本

『育児SOS! お助けアイディア口コミ・テク945』

ホンとの本

『育児SOS! お助けアイディア口コミ・テク945』
Baby-mo特別編集
主婦の友社
\880
2003.12

 分かりやすい本である。育児について何か困ったとき、昔なら親がいた。あるいは同世代のママたちと毎日話ができ、あるいは近所の誰それともなく様々なことを教え合って暮らしていた。
 この本は、医師や保育士、栄養士などの指導の下に作られたと書いてある。専門家がバックにいるというのも、安心できる一因である。しかし、カラー週刊誌のような構成でどこかファッション優先の雑誌に違いないと思わせるところがあるとなると、話は別である。とくに一問一問の質問が、つねに同じスペースで解決されていく構成には、やや目眩を覚える。
 それはともかく、この本の売りは、たぶん体験の声の多さであろう。
 ある困ったケースの紹介には、何人もの体験的意見が添えられている。本文は医師の解説文であるにしても、付箋紙が貼り付けられたかのような形で、さまざまな人の意見が並べられているのである。
 それは、同世代の人々の生の声という感覚で、読むママを安心させることだろう。医師の理論よりも、彼女たちは、仲間たちの体験談のほうが優先なのだ。理屈ではない、人だ、ということだろうか。

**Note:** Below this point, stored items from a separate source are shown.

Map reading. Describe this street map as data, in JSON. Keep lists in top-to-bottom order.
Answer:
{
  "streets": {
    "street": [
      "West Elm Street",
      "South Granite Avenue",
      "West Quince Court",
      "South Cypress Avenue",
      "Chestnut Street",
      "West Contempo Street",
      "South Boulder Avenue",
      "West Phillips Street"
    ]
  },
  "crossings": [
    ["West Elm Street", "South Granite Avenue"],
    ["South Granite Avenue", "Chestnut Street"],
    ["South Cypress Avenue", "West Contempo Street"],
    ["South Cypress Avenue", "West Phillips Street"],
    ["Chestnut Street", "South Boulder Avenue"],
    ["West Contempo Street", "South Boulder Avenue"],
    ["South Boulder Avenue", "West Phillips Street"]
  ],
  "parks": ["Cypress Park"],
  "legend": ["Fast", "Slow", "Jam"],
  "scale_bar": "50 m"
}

ところが、こうした体験談が並ぶと、はたしてどれをどのように信用してよいのか、分かりにくくなる。ネットでもそうだ。一つの疑問に対して、各方面から回答が寄せられるが、どれを信じれば、あるいは優先すればよいのか、情報の渦の中では分からなくなる。
 カラー写真がふんだんに盛り込まれ、いかにも女性雑誌のようなサイズや写真構成をしているこの本であるが、全体的に、やはり雑誌のような感覚があることを否めない。グッズや服装など、本来のSOS問題とは関係のないような次元の話が次々と興されていく。そのような問題こそが、若いママたちの関心である場合が多いからだ。人付き合いのような問題を含んで解説してあり、全般的にライフスタイルを教えるようなこの本は、もしかすると、いんに育児という題材を利用したものの、その真の狙いは、若い人々に対して、一定の道徳を教えようとするものではないか、と私は勘ぐっている。もちろん返ってくる答えはノーであろうが、私は、このように分かりやすい編集で医師の権威の下に作られており、しかも自分と同様の人々の体験談が豊富に盛り込まれた、写真入りイラスト解説入りの週刊誌的構成の本が、案外若い世代の模範となりうることを、しみじみと感じ始めた。道徳の授業を忘れても、とびきり威圧的ではないこのような仲間意識の中で情報交換をするかのような知識が記された本であれば、今後も売れ続けることだろう。
 なんだか悪口のように聞こえたら済まないと思う。何でも目の前で一度見せてもらえなければ、解説文だけでは何の理解もできなくなった若い世代のママたちにとっては、分解写真のように、綿棒の使い方を指導してくれるこのような本は、きっと福音に違いないのである。
 さらに言えば、体験者としては、見ているだけで、実に楽しい本であった。